### TASK PROMPT
Give the records again exactly as written. Leave out the pictures.

RECORDS FOR THIS TASK: Begin

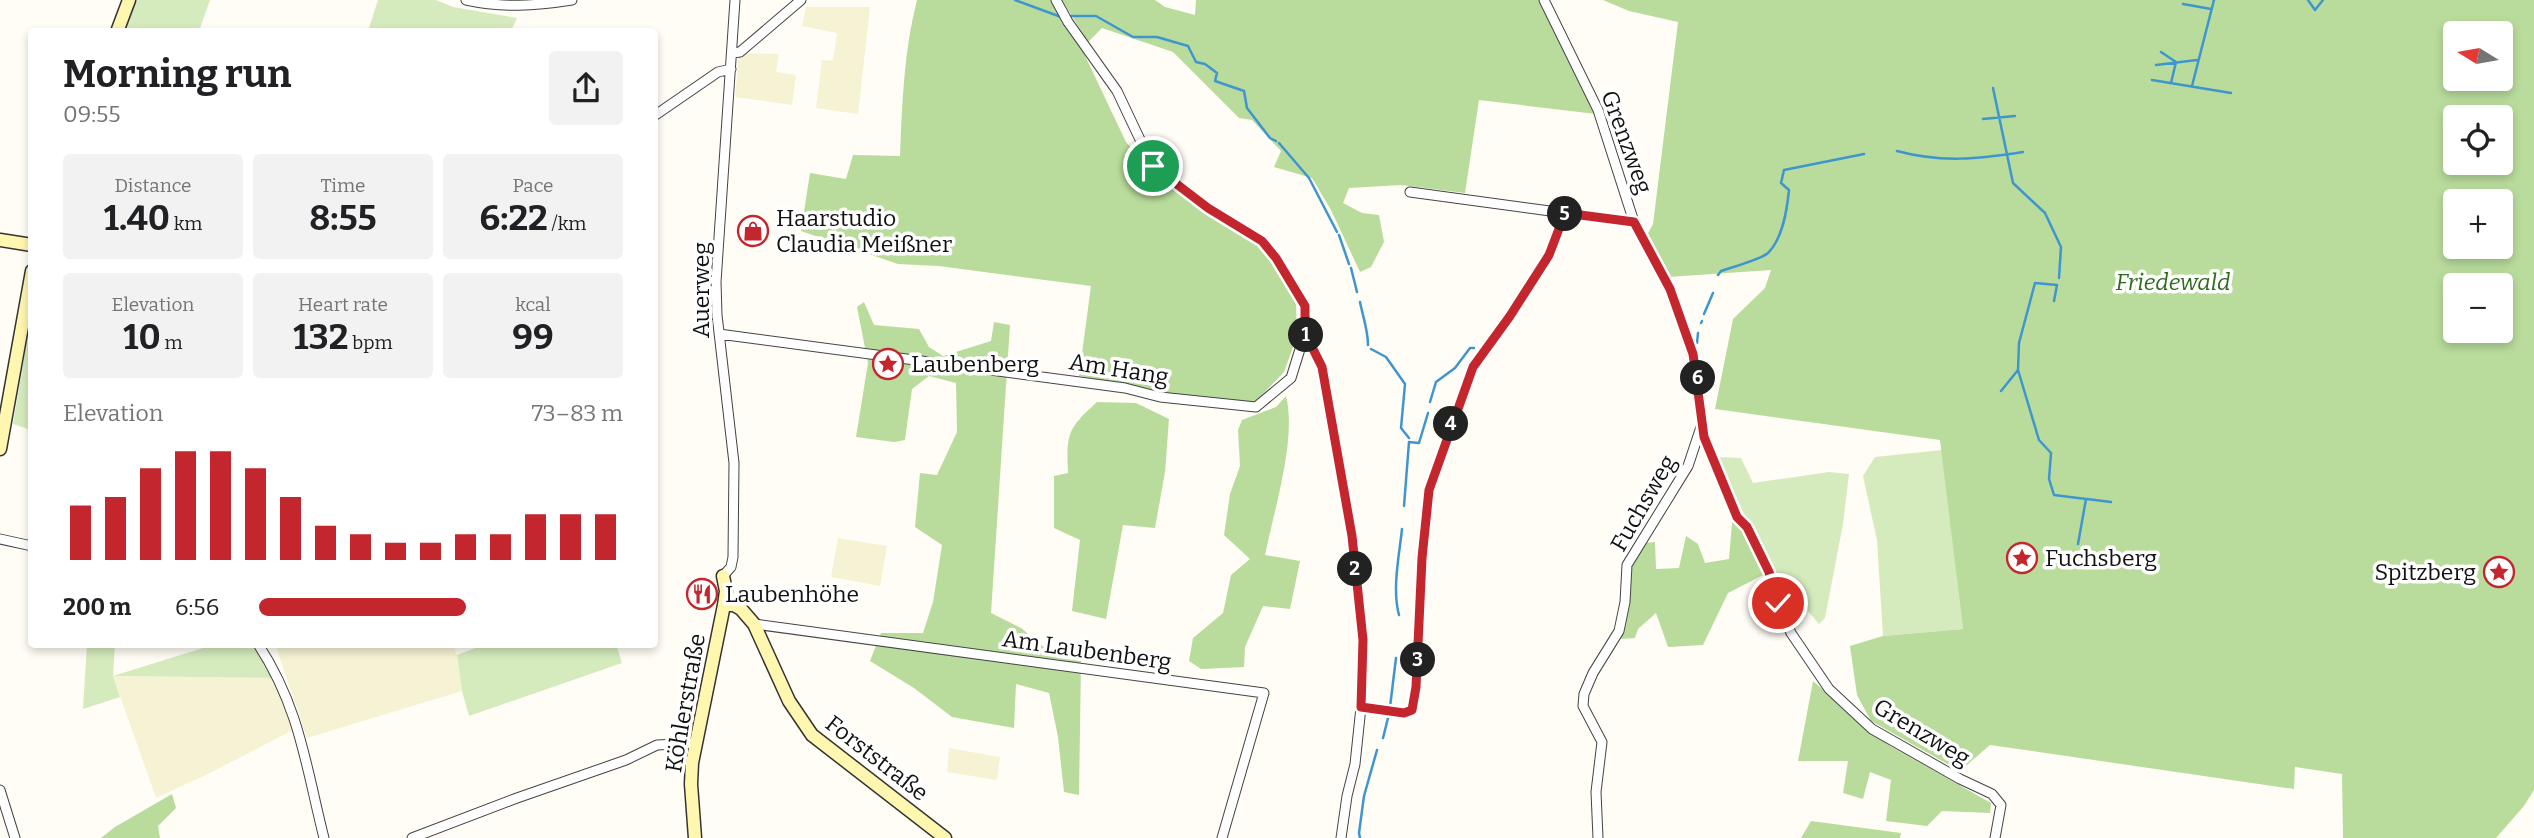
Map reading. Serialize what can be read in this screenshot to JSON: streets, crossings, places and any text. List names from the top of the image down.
{
  "streets": {
    "street": [
      "Grenzweg",
      "Auerweg",
      "Am Hang",
      "Fuchsweg",
      "Am Laubenberg",
      "Köhlerstraße",
      "Forststraße"
    ]
  },
  "crossings": [
    ["Grenzweg", "Fuchsweg"],
    ["Auerweg", "Am Hang"],
    ["Auerweg", "Köhlerstraße"],
    ["Am Laubenberg", "Forststraße"]
  ],
  "parks": ["Friedewald"],
  "places": {
    "shop": ["Haarstudio Claudia Meißner"],
    "place": ["Laubenberg", "Fuchsberg", "Spitzberg"],
    "restaurant": ["Laubenhöhe"]
  },
  "north": "left",
  "page": {
    "map_buttons": ["+", "−"],
    "heading": ["Morning run", "09:55"],
    "stats": [
      ["Distance", "1.40 km"],
      ["Time", "8:55"],
      ["Pace", "6:22 /km"],
      ["Elevation", "10 m"],
      ["Heart rate", "132 bpm"],
      ["kcal", "99"]
    ],
    "pins": [
      "5",
      "1",
      "6",
      "4",
      "2",
      "3"
    ],
    "chart": ["Elevation", "73–83 m"],
    "list": [
      {
        "name": "200 m",
        "note": "6:56"
      }
    ]
  }
}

RECORDS FOR THIS TASK: End

### OUTPUT FOR THIS TASK
Map reading. Serialize what can be read in this screenshot to JSON: streets, crossings, places and any text. List names from the top of the image down.
{
  "streets": {
    "street": [
      "Grenzweg",
      "Auerweg",
      "Am Hang",
      "Fuchsweg",
      "Am Laubenberg",
      "Köhlerstraße",
      "Forststraße"
    ]
  },
  "crossings": [
    ["Grenzweg", "Fuchsweg"],
    ["Auerweg", "Am Hang"],
    ["Auerweg", "Köhlerstraße"],
    ["Am Laubenberg", "Forststraße"]
  ],
  "parks": ["Friedewald"],
  "places": {
    "shop": ["Haarstudio Claudia Meißner"],
    "place": ["Laubenberg", "Fuchsberg", "Spitzberg"],
    "restaurant": ["Laubenhöhe"]
  },
  "north": "left",
  "page": {
    "map_buttons": ["+", "−"],
    "heading": ["Morning run", "09:55"],
    "stats": [
      ["Distance", "1.40 km"],
      ["Time", "8:55"],
      ["Pace", "6:22 /km"],
      ["Elevation", "10 m"],
      ["Heart rate", "132 bpm"],
      ["kcal", "99"]
    ],
    "pins": [
      "5",
      "1",
      "6",
      "4",
      "2",
      "3"
    ],
    "chart": ["Elevation", "73–83 m"],
    "list": [
      {
        "name": "200 m",
        "note": "6:56"
      }
    ]
  }
}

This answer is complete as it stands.